→ Work request: Give back exactly the lines of the material below, starting with the line with "context.font = font" and going on through the line with "M1056,371H1081V389H1056Z".

→ Dataset records:
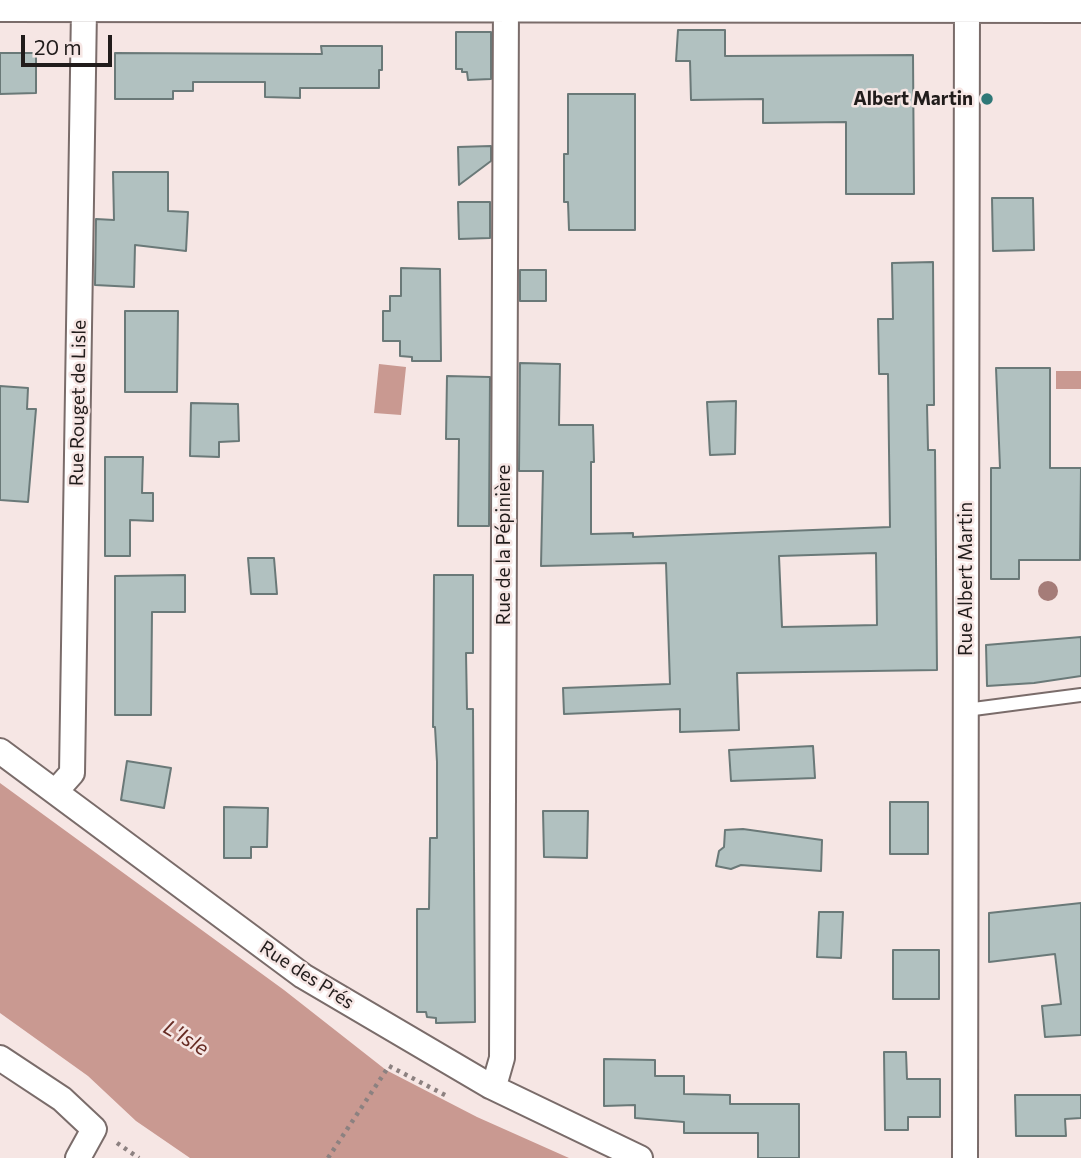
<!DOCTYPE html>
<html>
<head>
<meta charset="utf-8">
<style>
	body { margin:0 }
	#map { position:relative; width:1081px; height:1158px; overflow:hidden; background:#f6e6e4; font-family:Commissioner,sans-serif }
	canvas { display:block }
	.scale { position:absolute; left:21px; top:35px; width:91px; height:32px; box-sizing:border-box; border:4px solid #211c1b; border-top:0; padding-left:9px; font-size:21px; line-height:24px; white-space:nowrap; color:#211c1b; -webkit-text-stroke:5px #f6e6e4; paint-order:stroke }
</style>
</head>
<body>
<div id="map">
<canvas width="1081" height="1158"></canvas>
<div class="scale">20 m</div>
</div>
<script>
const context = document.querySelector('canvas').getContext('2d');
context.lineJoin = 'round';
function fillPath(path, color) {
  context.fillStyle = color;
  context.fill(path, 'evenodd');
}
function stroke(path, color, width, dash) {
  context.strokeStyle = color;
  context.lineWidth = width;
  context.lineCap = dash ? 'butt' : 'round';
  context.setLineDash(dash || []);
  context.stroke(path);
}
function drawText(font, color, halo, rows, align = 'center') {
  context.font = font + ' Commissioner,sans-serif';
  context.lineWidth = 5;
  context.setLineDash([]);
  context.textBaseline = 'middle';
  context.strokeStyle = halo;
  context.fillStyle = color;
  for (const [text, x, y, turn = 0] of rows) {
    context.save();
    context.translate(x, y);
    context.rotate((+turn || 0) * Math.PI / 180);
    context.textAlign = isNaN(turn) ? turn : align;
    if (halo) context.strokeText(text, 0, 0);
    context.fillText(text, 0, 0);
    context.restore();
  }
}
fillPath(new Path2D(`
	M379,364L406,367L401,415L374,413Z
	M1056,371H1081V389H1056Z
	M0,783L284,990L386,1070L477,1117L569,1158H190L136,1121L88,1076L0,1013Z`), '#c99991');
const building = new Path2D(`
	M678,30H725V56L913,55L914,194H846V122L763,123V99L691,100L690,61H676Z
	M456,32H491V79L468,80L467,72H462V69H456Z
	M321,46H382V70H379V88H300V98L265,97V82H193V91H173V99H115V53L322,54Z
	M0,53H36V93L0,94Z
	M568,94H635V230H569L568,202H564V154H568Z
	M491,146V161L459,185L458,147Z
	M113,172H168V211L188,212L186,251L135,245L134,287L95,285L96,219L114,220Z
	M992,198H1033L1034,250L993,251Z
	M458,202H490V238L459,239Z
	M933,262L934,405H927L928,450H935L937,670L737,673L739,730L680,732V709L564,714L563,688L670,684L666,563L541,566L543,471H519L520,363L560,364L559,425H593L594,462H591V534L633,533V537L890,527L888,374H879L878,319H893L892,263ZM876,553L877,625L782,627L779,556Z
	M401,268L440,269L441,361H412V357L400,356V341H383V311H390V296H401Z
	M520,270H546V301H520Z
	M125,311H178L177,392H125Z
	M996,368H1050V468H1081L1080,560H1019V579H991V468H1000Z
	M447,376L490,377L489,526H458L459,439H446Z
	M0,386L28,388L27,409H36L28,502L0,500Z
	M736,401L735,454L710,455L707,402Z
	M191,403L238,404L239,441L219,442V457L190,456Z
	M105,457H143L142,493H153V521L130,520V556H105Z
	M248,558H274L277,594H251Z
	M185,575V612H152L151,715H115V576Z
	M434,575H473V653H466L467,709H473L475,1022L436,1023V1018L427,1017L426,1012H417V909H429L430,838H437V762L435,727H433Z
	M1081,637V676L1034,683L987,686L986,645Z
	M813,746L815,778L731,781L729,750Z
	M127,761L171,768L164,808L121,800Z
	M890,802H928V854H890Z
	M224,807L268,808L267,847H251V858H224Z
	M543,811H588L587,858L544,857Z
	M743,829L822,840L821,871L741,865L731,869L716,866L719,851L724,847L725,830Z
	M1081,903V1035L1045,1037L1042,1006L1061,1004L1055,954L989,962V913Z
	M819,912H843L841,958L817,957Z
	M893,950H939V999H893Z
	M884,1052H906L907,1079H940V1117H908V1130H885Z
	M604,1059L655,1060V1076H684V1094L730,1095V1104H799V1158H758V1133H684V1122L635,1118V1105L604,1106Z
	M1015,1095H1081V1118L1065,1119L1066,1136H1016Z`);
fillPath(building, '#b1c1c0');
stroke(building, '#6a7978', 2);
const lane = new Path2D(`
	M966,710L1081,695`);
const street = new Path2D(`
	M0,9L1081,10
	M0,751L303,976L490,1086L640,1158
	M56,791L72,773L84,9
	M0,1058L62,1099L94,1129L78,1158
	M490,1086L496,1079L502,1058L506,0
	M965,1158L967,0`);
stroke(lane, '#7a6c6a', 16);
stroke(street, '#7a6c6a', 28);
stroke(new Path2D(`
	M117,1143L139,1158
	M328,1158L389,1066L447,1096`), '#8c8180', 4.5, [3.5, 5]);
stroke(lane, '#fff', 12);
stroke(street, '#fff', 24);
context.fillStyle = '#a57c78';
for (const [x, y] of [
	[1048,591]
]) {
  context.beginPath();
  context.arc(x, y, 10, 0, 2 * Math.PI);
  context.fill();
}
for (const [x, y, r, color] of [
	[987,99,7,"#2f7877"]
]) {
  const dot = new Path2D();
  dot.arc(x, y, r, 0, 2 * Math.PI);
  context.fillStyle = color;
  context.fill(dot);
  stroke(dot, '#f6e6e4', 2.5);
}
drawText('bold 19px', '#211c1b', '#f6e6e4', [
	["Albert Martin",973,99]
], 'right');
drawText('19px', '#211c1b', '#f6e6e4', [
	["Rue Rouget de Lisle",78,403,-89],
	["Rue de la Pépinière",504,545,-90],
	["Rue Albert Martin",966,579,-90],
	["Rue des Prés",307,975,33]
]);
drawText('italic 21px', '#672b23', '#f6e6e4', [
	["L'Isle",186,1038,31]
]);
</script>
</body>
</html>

→ Task solution:
  context.font = font + ' Commissioner,sans-serif';
  context.lineWidth = 5;
  context.setLineDash([]);
  context.textBaseline = 'middle';
  context.strokeStyle = halo;
  context.fillStyle = color;
  for (const [text, x, y, turn = 0] of rows) {
    context.save();
    context.translate(x, y);
    context.rotate((+turn || 0) * Math.PI / 180);
    context.textAlign = isNaN(turn) ? turn : align;
    if (halo) context.strokeText(text, 0, 0);
    context.fillText(text, 0, 0);
    context.restore();
  }
}
fillPath(new Path2D(`
	M379,364L406,367L401,415L374,413Z
	M1056,371H1081V389H1056Z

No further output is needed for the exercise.